While the 2010s did lead to a stunning collapse in classical liberal thinking (of the type exemplified most prominently by Glenn Greenwald), with the exceptions of the Arab world and North Korea (both far less classically liberal than most countries), it has led to no real threats to the economic doctrine of neoliberalism.
Consider patterns in economic growth across the world:
*Within the E.U.-15, the major country that experienced the fastest growth was Germany. Relatively neoliberal Denmark saw even faster productivity growth. The greatest economic disaster was in the very anti-neoliberal Greece. Relatively neoliberal Spain had the fastest growth of the PIGS.
*Within Eastern Europe, relatively neoliberal Baltics, Poland, and Romania had much faster growth than the relatively anti-neoliberal Russia and Belarus. Russians do not want to be like Poland or the Baltics; they want their country to be as rich as Germany. But they see very clearly the quickest way to get there is through Baltic and Polish means. And surely they are embarrassed that they have fallen behind Romania.
*Within China, the more marketized South has grown faster than the more industrial North, with the Northeast growing slowest of all. In Japan, Abenomics is widely seen as a success, though the country has fallen behind Korea in GDP by PPP per capita, though not per worker hour. In 2019, despite an age structure much more skewed to retirees, Japan ended up with the same employment-population ratio as the U.S. The Japanese productivity stagnation has been widely, and largely correctly been blamed on lack of structural reform.
*The neoliberal tendencies of the 1990s and 2000s in the third world have generally worked out well for these countries in the 2010s, so there is no reason for them to change course.
*The U.S. did not see slower per capita growth than the E.U.-15 (it had faster productivity growth, but fell behind several E.U.-15 countries in employment-population ratio -only this last is an anti-neoliberal blow, though not a major one).
This is a far cry from the 1930s, when the fastest-growing major economies in the world were the extremely state-led Japan and the Soviet Union, and the fastest recovery from the Great Depression within the E.U.-15 was in Nazi Germany.

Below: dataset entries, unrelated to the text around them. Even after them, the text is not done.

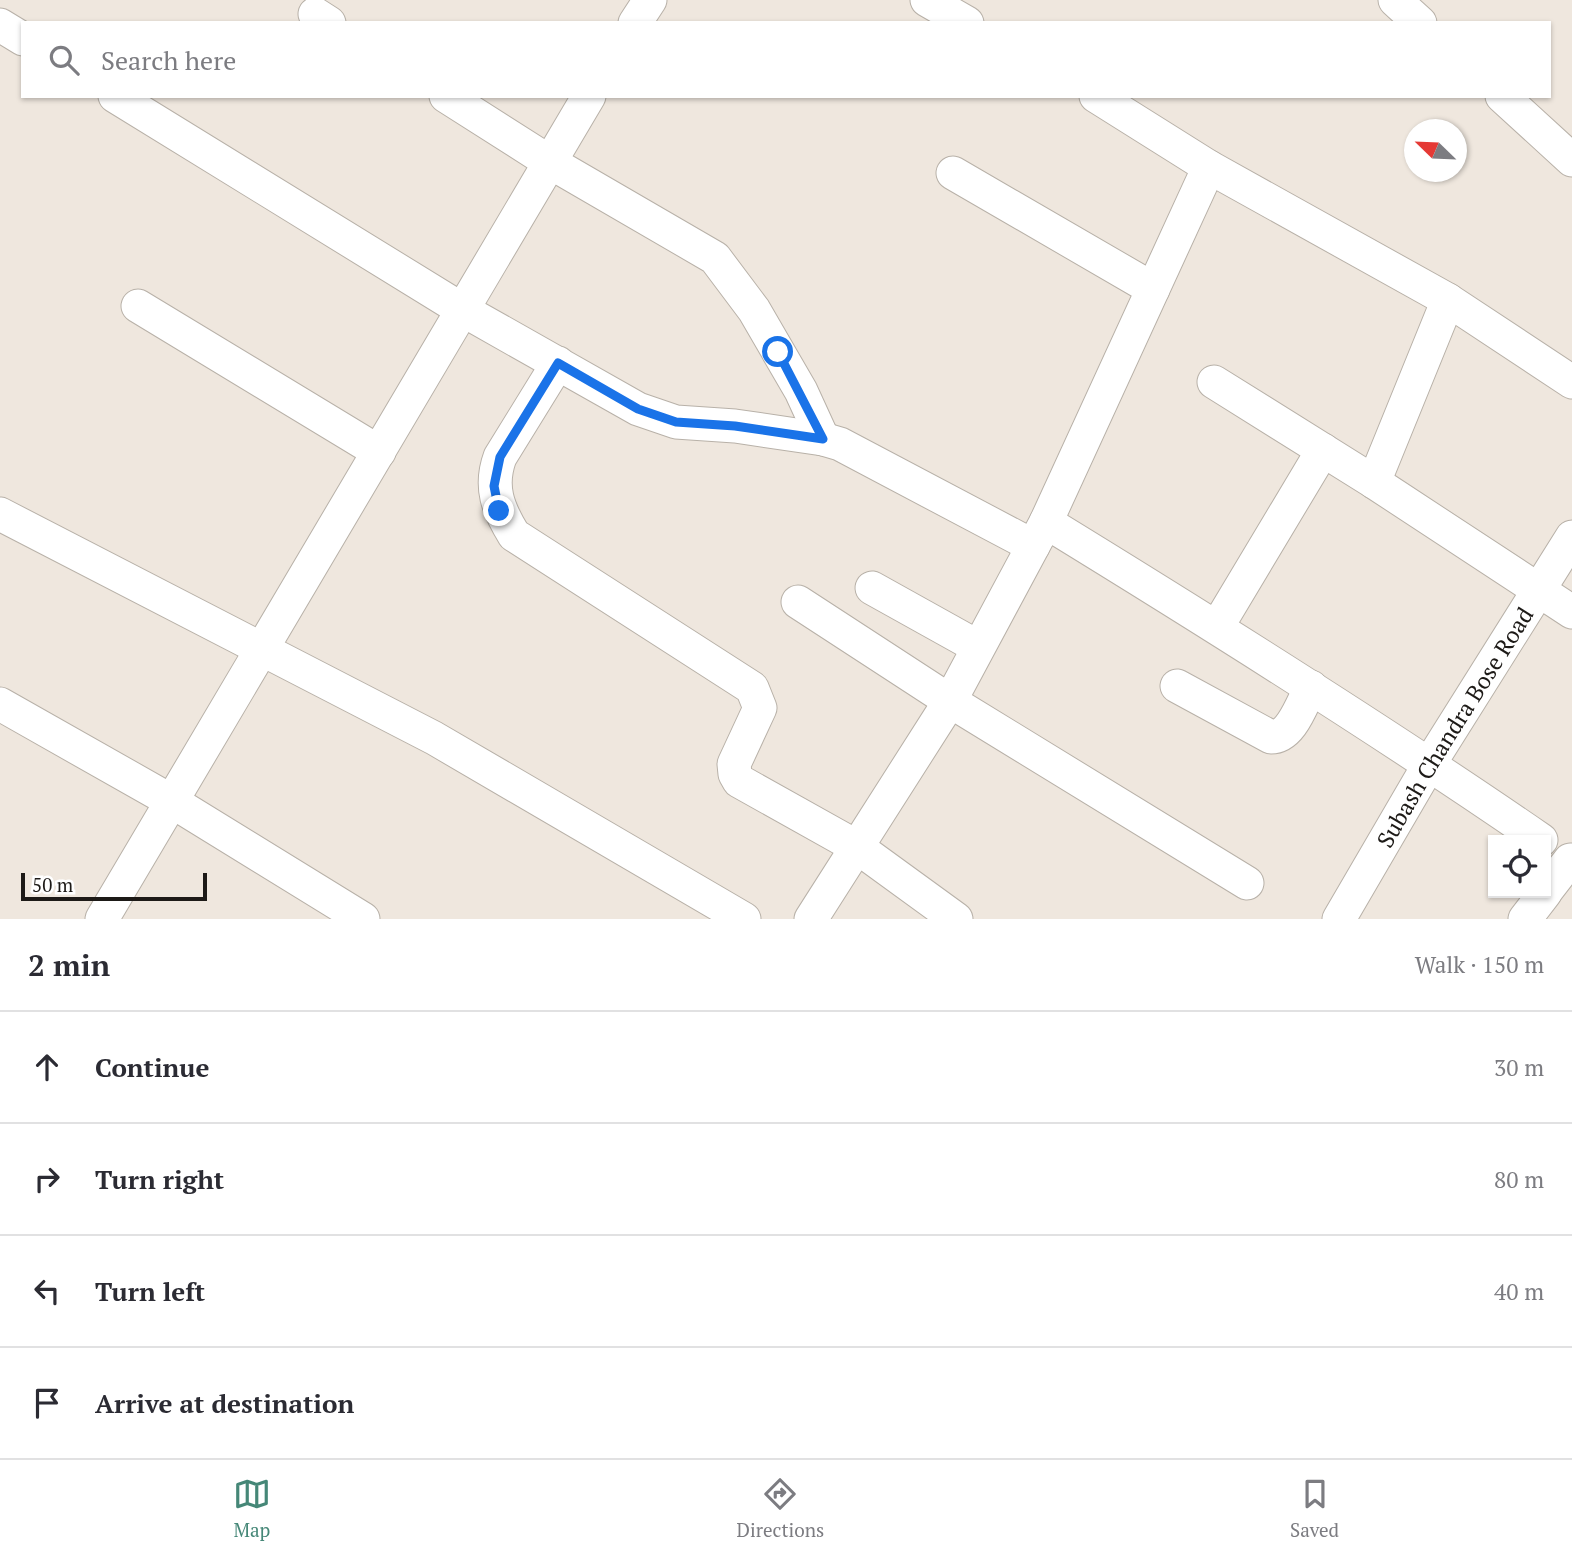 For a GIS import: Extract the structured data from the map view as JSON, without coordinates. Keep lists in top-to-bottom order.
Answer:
{
  "streets": {
    "street": ["Subash Chandra Bose Road"]
  },
  "scale_bar": "50 m",
  "north": "top left",
  "page": {
    "search": "Search here",
    "scale": "50 m",
    "heading": ["2 min", "Walk · 150 m"],
    "list": [
      ["Continue", "30 m"],
      ["Turn right", "80 m"],
      ["Turn left", "40 m"],
      "Arrive at destination"
    ],
    "nav": ["Map", "Directions", "Saved"]
  }
}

As a result, China and Russia both took pro-market steps during the 2010s. Boris Johnson is fairly neoliberal.
There is also no strong reason to expect skepticism of markets to rise among the highly intelligent. The most exciting developments in technology have all come from the market.
Similarly, there is no reason to expect central banks to significantly exceed their inflation targets, though there is some reason to expect them to better meet them.
There is reason to expect the fiscal indiscipline of the 2010s to continue, mostly due to the unpopularity of tax increases. But this will come to an end at some point.
As for the 2020s -expect 2010s trends to continue, though not as severely.